Reviewed by Philippa Wehle July 2, 2002
Unfortunately New Yorkers missed seeing "Zulu Time," Robert Lepage's fascinating and discomforting techno-cabaret last September. Scheduled to be the centerpiece presentation of Quebec New York 2001, a celebration of Quebecois arts, culture, business and technology, "Zulu Time" was of course cancelled along with most other Quebecois events when September 11th changed our lives forever. Thanks to Montreal's recent International Jazz Festival, however, Montrealers had the good fortune to see the latest version of "Zulu Time" which played to sold out houses for three weeks from June 19 to July 7, at the Usine C.
Lepage, one of Canada's most innovative and exciting theater directors, began working on "Zulu Time" in 1998 at the Caserne Dalhousie, in Quebec City, his studio-laboratorywhere artists meet with scientists, technologists, researchers and engineers, to explore innovative ways to collaborate and create new forms. Within this framework, Lepage came up with the idea of a techno-cabaret which would bring different disciplines together, an ambitious project indeed. ""Zulu Time" is a strange experiment," Lepage told me in an interview. "We're trying to use theatricality as a meeting point for different disciplines, like opera was in the 19th century when architects, literary people, theater people, choreographers and musicians would meet together and work to create a new
work. It is a Renaissance project, a chance to explore the unexplored."

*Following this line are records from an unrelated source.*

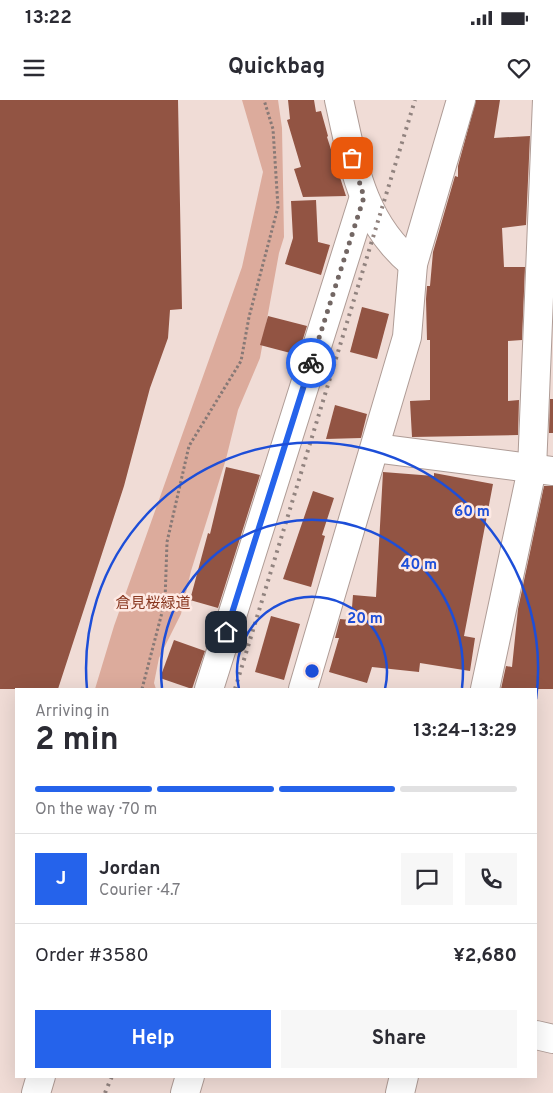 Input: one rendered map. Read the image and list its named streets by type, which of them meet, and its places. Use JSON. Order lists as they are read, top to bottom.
{
  "parks": ["倉見桜緑道"],
  "page": {
    "status": "13:22",
    "header": "Quickbag",
    "heading": ["2 min", "Arriving in", "13:24–13:29"],
    "panel": [
      "Jordan",
      "Courier · 4.7",
      "Order #3580",
      "¥2,680"
    ],
    "bar": "On the way · 70 m",
    "round": "J",
    "buttons": ["Help", "Share"]
  },
  "rings": ["60 m", "40 m", "20 m"]
} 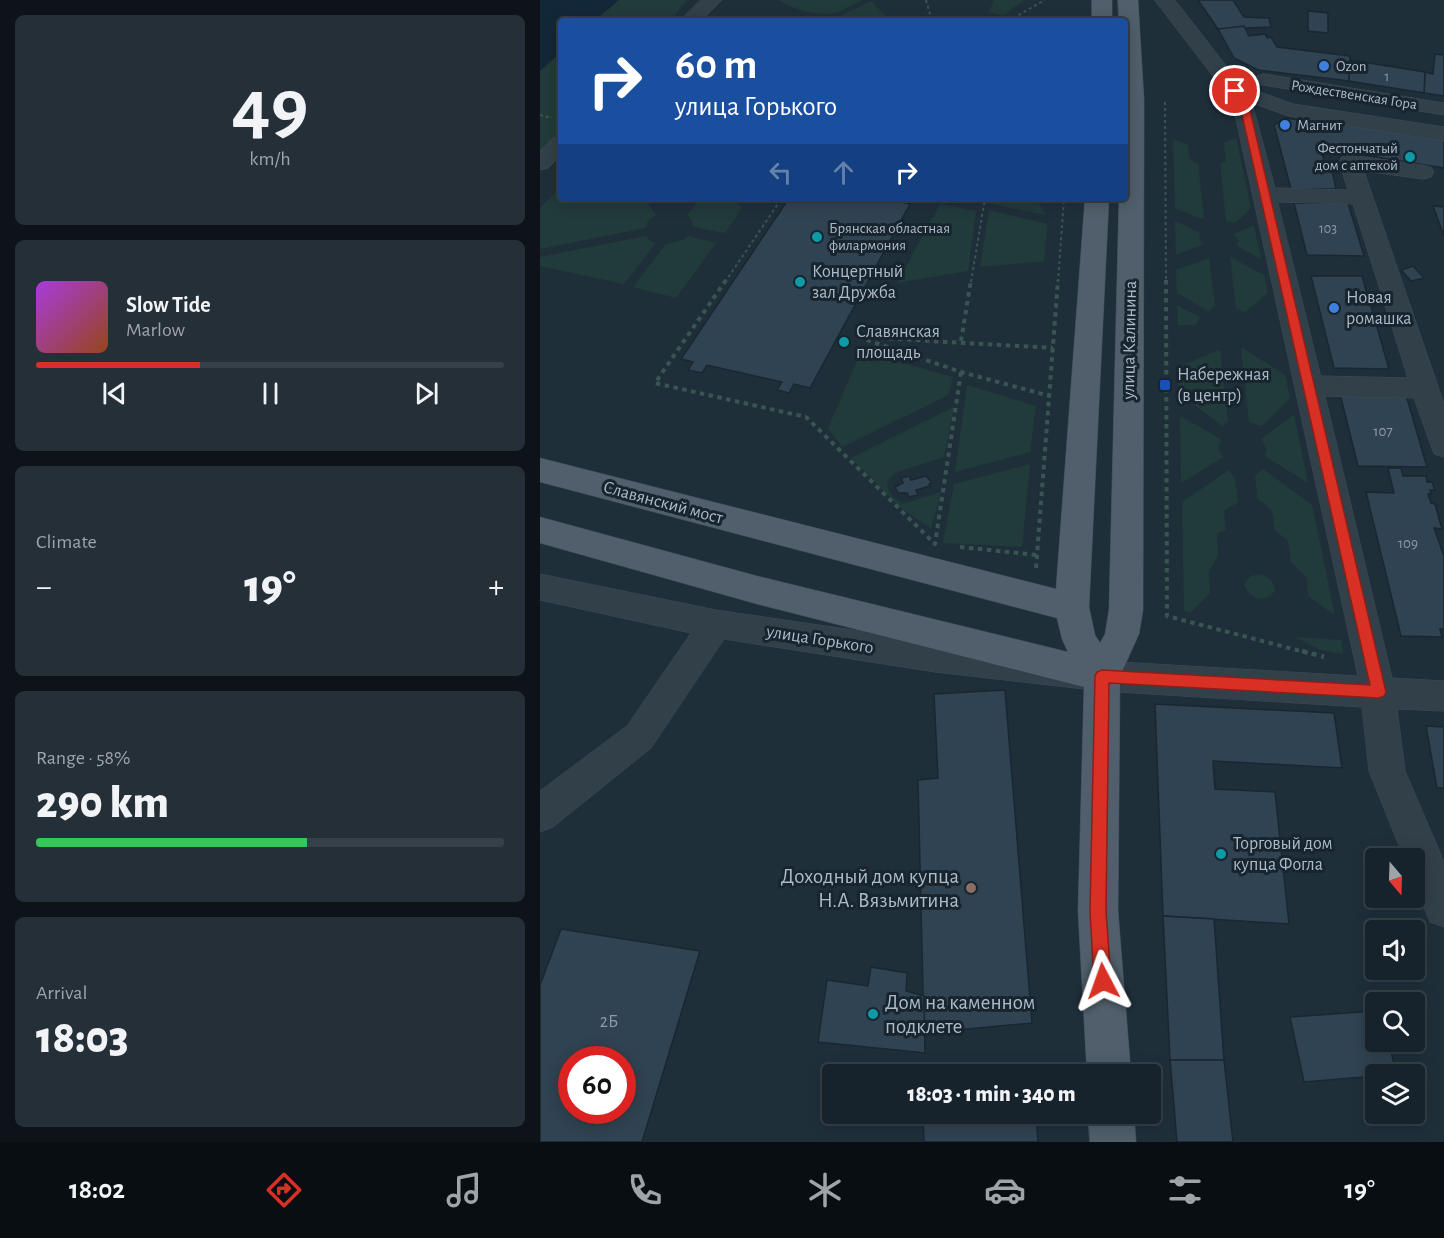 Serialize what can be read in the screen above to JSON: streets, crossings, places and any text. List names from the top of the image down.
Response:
{
  "streets": {
    "main road": ["улица Калинина", "Славянский мост", "улица Горького"],
    "street": ["Рождественская Гора"]
  },
  "crossings": [
    ["улица Калинина", "улица Горького"]
  ],
  "places": {
    "other": [
      "Ozon",
      "Магнит",
      "Фестончатый дом с аптекой",
      "Брянская областная филармония",
      "Концертный зал Дружба",
      "Новая ромашка",
      "Славянская площадь",
      "Торговый дом купца Фогла",
      "Доходный дом купца Н.А. Вязьмитина",
      "Дом на каменном подклете"
    ],
    "transit": ["Набережная (в центр)"]
  },
  "house_numbers": [
    "1",
    "103",
    "107",
    "109",
    "2Б"
  ],
  "north": "bottom",
  "page": {
    "tile": [
      ["49", "km/h"],
      "Climate",
      ["Range · 58%", "290 km"],
      ["Arrival", "18:03"]
    ],
    "turn": ["60 m", "улица Горького"],
    "song": ["Slow Tide", "Marlow"],
    "heat": ["−", "19°", "+"],
    "limit": "60",
    "trip": "18:03 · 1 min · 340 m",
    "tabs": ["18:02", "19°"]
  }
} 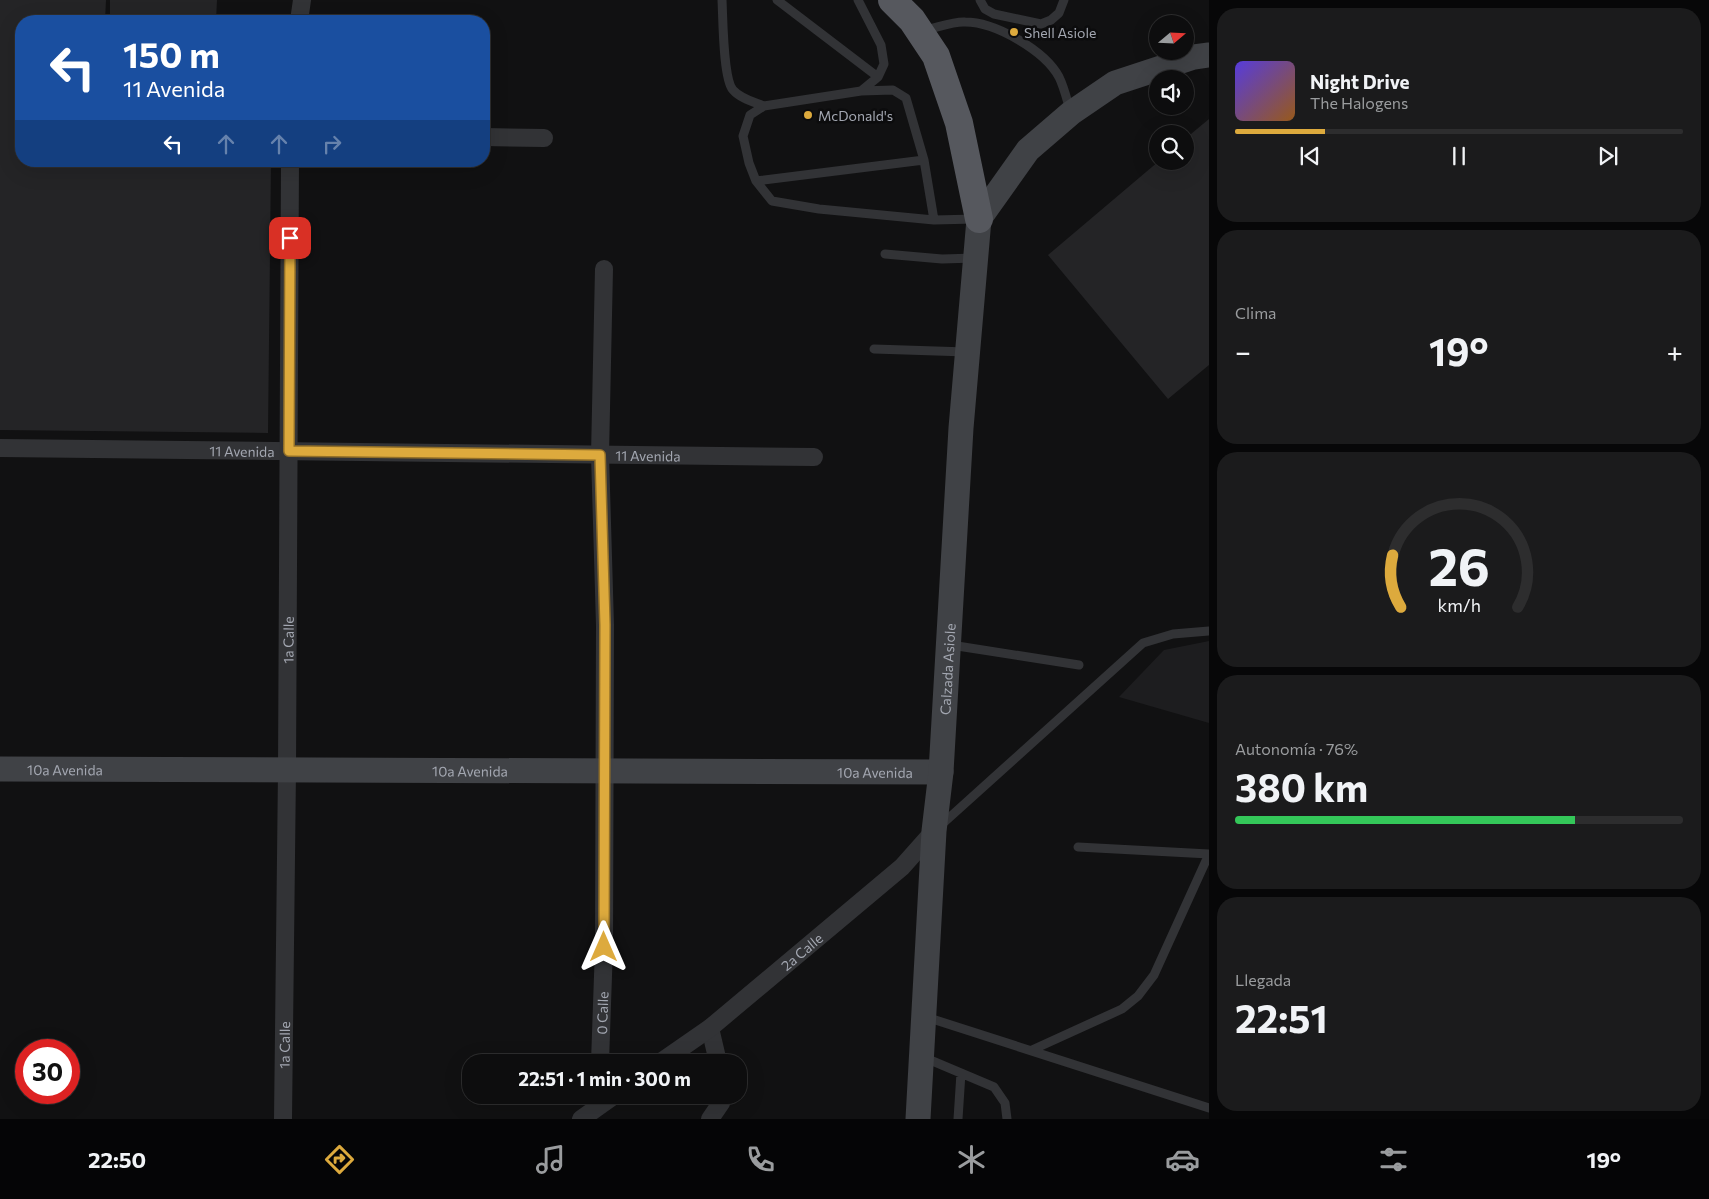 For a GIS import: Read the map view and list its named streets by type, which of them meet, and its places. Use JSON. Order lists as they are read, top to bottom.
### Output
{
  "streets": {
    "main road": ["Calzada Asiole", "10a Avenida"],
    "street": [
      "11 Avenida",
      "1a Calle",
      "2a Calle",
      "0 Calle"
    ]
  },
  "crossings": [
    ["11 Avenida", "1a Calle"],
    ["11 Avenida", "0 Calle"],
    ["1a Calle", "10a Avenida"],
    ["Calzada Asiole", "10a Avenida"],
    ["Calzada Asiole", "2a Calle"],
    ["10a Avenida", "0 Calle"]
  ],
  "places": ["Shell Asiole", "McDonald's"],
  "north": "right",
  "page": {
    "turn": ["150 m", "11 Avenida"],
    "song": ["Night Drive", "The Halogens"],
    "tile": [
      "Clima",
      ["Autonomía · 76%", "380 km"],
      ["Llegada", "22:51"]
    ],
    "heat": ["−", "19°", "+"],
    "limit": "30",
    "trip": "22:51 · 1 min · 300 m",
    "tabs": ["22:50", "19°"],
    "gauge": ["26", "km/h"]
  }
}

Accordingly, Lepage chose to work with a diverse and versatile group of acrobats and singers, video artists, musicians, performers, and even a contortionist, who he felt would be more open to trying out new things and more vulnerable to exploring a new vocabulary than more conventional actors.
Thus, Jinny Jessica Jacinto, a well known contortionist who has performed with the Cirque du Soleil, brought her extraordinary command of every muscle in her body to the show. Austrian video artists Kurt Hentschalager and Ulf Langheinrich, known as _Granular Synthesis_, created video clips of recombined granulated images for the piece and Peter Gabriel came on board not only with his music but also as an artistic consultant and co-producer, offering his insight into gender and behavior issues gleaned from his work with the bonobo apes in Atlanta, Georgia. In all, ten performers, multiple composers, numerous musicians, consultants and set and sound designers, worked together with Lepage to create this remarkable "fantasia in an airport."
The result is an intriguing hybrid that is difficult to define. Is it a cyber rock opera? a techno-cabaret? or a multi-media spectacle? Clearly it communicates its message through music [both amplified electronic music and soft ballads], images, choreography and swift changes of colored lighting. There is little in the way of spoken text other than the familiar airport announcements of arrivals and departures, barely audible safety instructions given by a stewardess on a plane, phone messages left on a woman's answering machine. What narrative there is concerns air travel and airports and the anonymous people who intersect, cross paths briefly, but seldom connect.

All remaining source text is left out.